Cikarang-Jonggol-Sukamakmur-Kota Bunga-Cianjur-Cariu-Cikarang.
Itulah tempat-tempat ekspedisi alias penjelajahan kami kali ini. Sedikit raut
kekecewaan membayang saat terbangun di
pagi hari Sabtu 25 May 2013 saat mendengar bunyi rintik-rintik hujan di atas
genting. Melihat ke atas, awan menggelayut menimbulkan sedikit pesimisme apakah
semangat juang rekan-rekan Mentari69 yg lain untuk melibas ekspedisi kali ini
akan tetap terjaga dengan kondisi cuaca seperti ini atau sebaliknya. Namun
membaca pesan whatsapps dari Om wawan “ayok ah berangkat, masak kalah sama
hujan” membuyarkan semua rasa pesimisme tadi. Serempak saya dan Om Agung tidak mau kalah menimpali, “ayok” menambah
semangat satu sama lain. Segera kami bertiga kumpul di titik kumpul seperti
biasanya. Setelah check perlengkapan sesaat, tepat jam 05.45 meluncurlah
“pejuang Mentari69” demikian kami menyebutnya, di bawah rintik hujan menyusuri
jalanan Cikarang Baru. Tujuan pertama adalah Cibarusah, melewati desa Cibatu
dengan sebagian besar jalanan masih dicor, lanjut kea rah Lippo Cikarang. Dari
sini kami memasuki tanjakan arah Desa Cicau yg sudah sangat sering kami lewati,
sebelum memasuki jalan belakang Cibarusah, hingga tiba di pertigaan Jalan Raya
Cibarusah. Sampai di sini, perjalanan baru di tahap awal dengan waktu satu jam
saja, jarak tempuh sekitar 21KM, cukup cepat dengan stamina yg masih bugar.
Sempat minum-minum teh sebentar, perjalanan kami lanjutkan menuju Jonggol.

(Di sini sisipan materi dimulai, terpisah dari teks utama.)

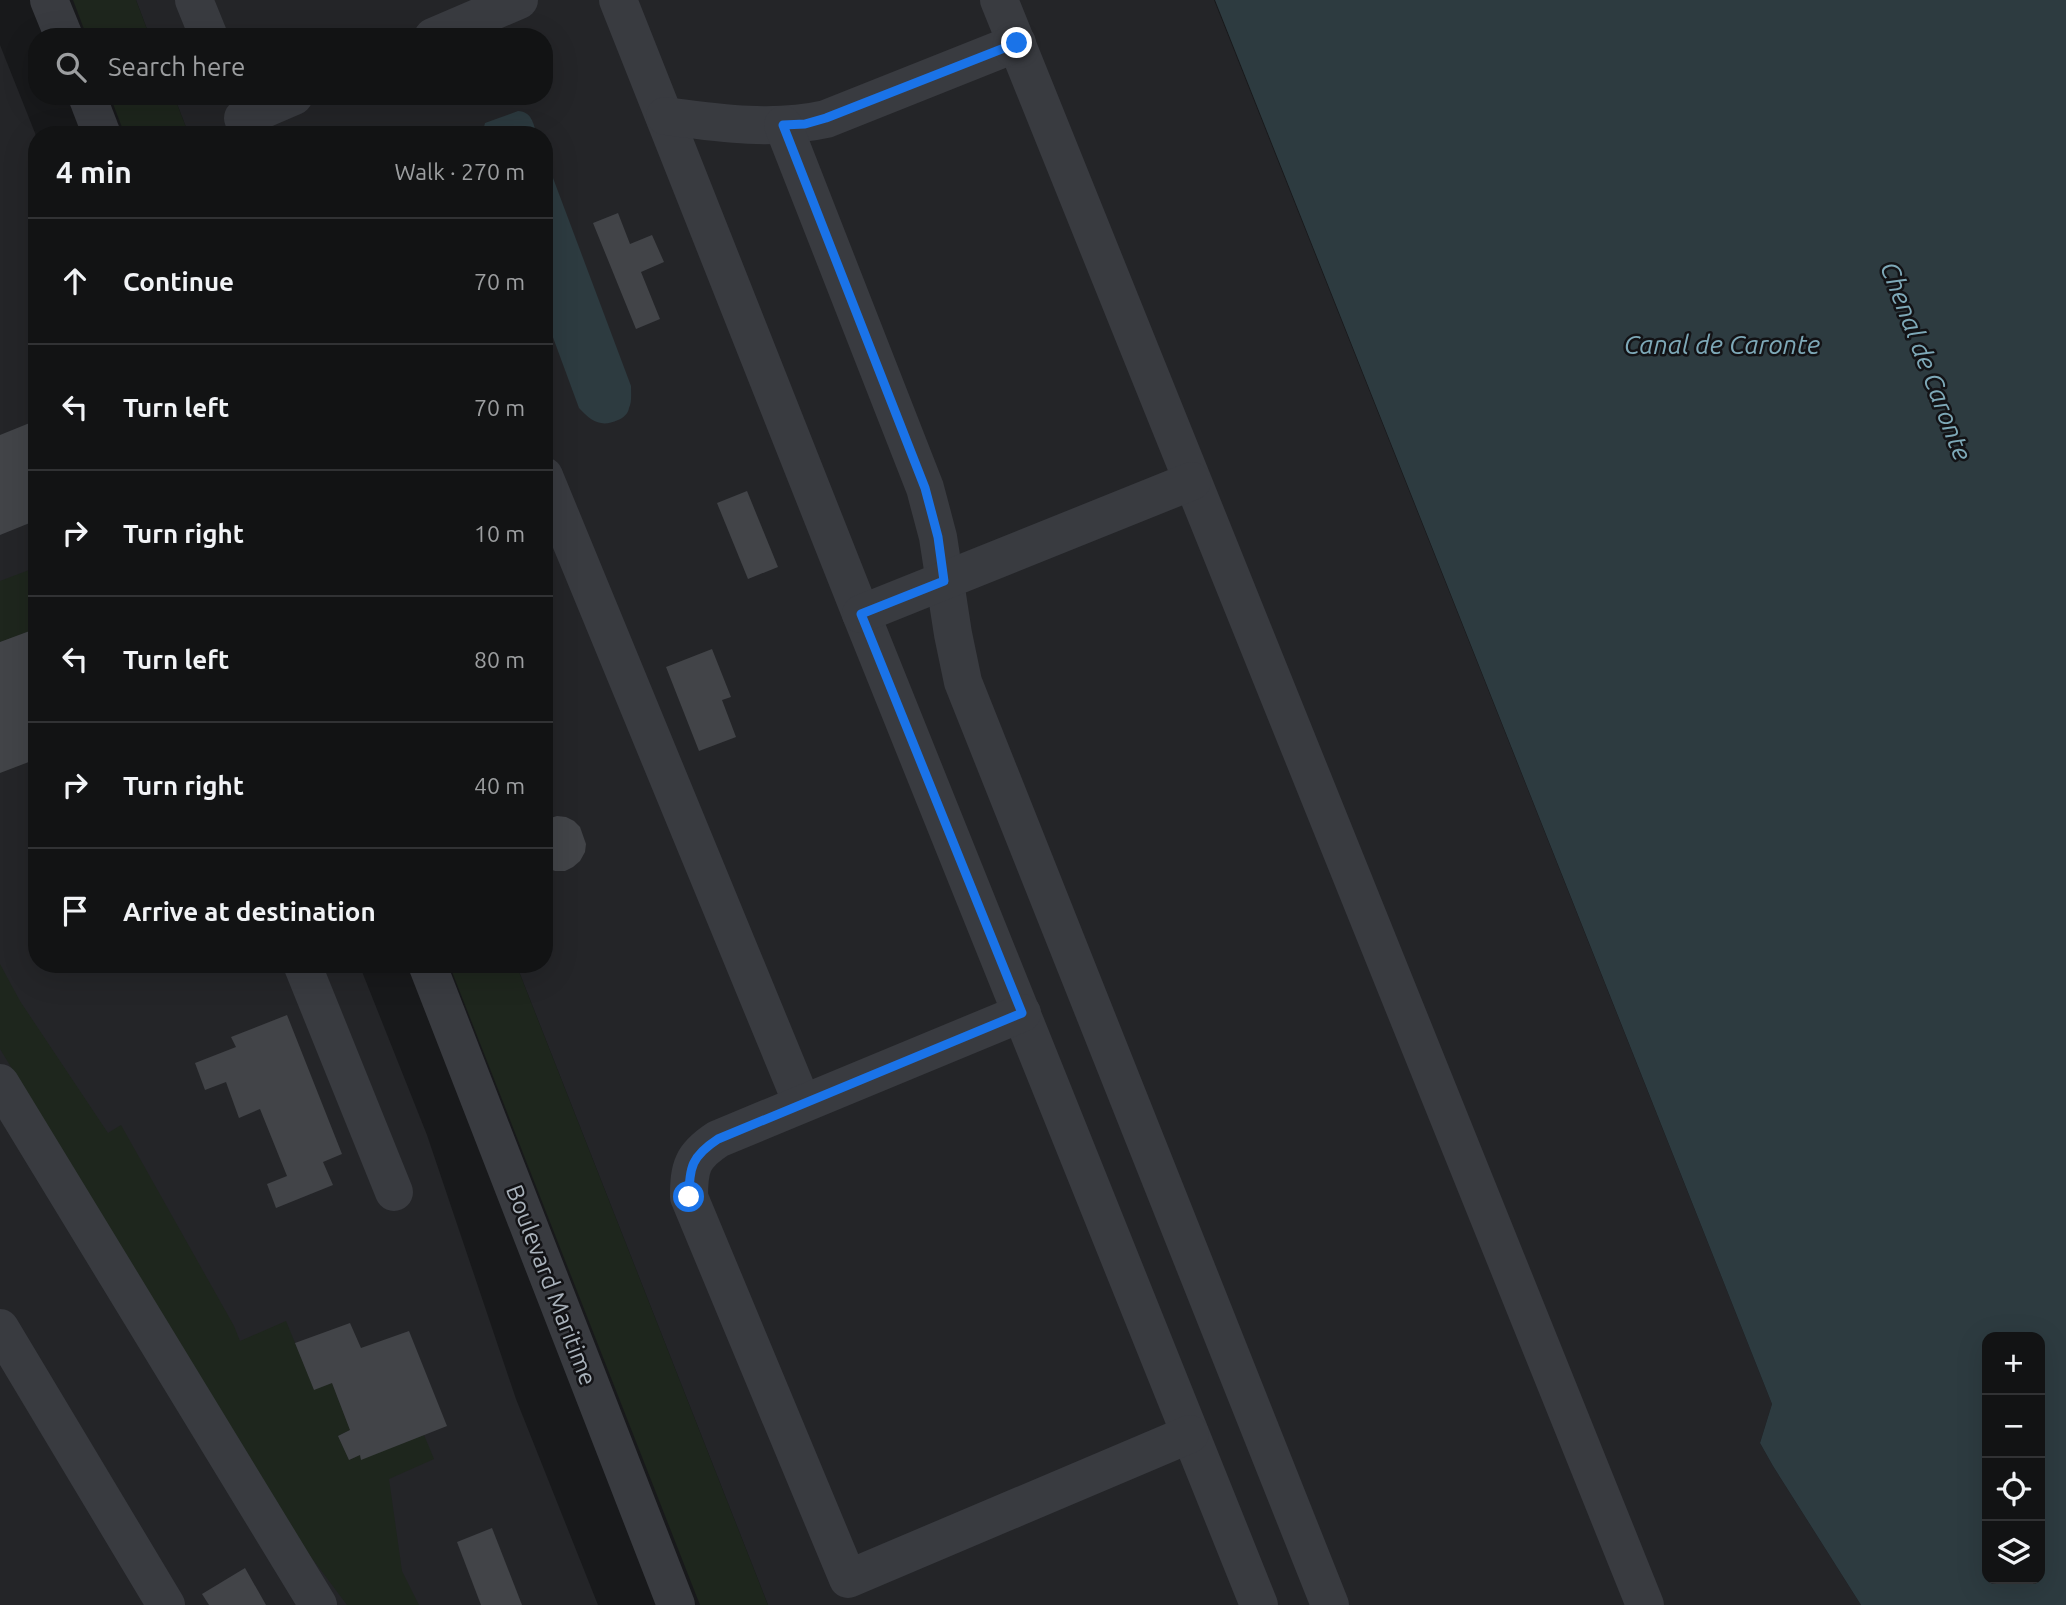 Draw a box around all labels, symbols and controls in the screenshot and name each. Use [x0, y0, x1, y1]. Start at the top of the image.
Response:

Memasuki daerah Jonggol, mulai terlihat pemandangan pedesaan yg asri
membentang, dengan sawah menghijau di kiri kanan jalan. Hal ini menambah
keceriaan suasana gowes kali ini.
![]() |
| Pemandangan sekita Jonggol |
Daerah Jonggol sudah mulai menghadirkan
tanjakan ringan tapi panjang yg mulai menghangatkan suhu dengkul kami meskipun
belum sampai kategori panas. Saat lewat daerah Jonggol dan memasuki wilayah
Sukamakmur, tanjakan semakin tajam diakhiri tanjakan berat di pertigaan
Sukamakmur yg membuat suhu dengkul masuk kategori panas. Di sinilah awal waktu
tunggu mulai molor dengan tercecernya Om Wawan cukup jauh di belakang. Saat
mampir di warung pertigaan Sukamakmur, lihat di Whatsapps rupanya Om Wawan
sudah minggir duluan di warung ayam kampung, mulai tidak tahan dengan sadisnya
tanjakan, padahal tanjakan belum masuk kategori super berat alias “tanjakan
jahanam”. Menunggu cukup lama, akhirnya
muncul juga Om Wawan sambil senyum-senyum menahan panas di dengkul.
Berhubung
target di puncak curug Ciherang sebelum jam 12.00 siang sebagai pembuktian Om
Agung kepada teman-teman gowesnya di LG yg meragukan target ini, harus tercapai,
segera saja kami lanjutkan ekspedisi kami. Di sinilah awal dari siksaan yg
sebenarnya dimulai. Diawali dengan turunan curam sesaat, tidak berapa lama
langsung disambut dengan tanjakan nan panjang. Di dunia pergowesan Jabodetabek,
tanjakan Ciherang ini terkenal dengan sebutan
7Seven mengacu pada kenaikan ketinggian permukaan tanah dari sekitar
400mdpl naik dalam jarak 7KM ke 1100mdpl alias 700m. Bisa dibayangkan curamnya
tanjakan ini, dari hawa udara cukup panas, tidak berapa lama sudah disambut
kabut dingin di ketinggian. Untuk daerah Jabodetabek, ini adalah tanjakan
paling tajam alias paling miring serta paling ganas dan sadis.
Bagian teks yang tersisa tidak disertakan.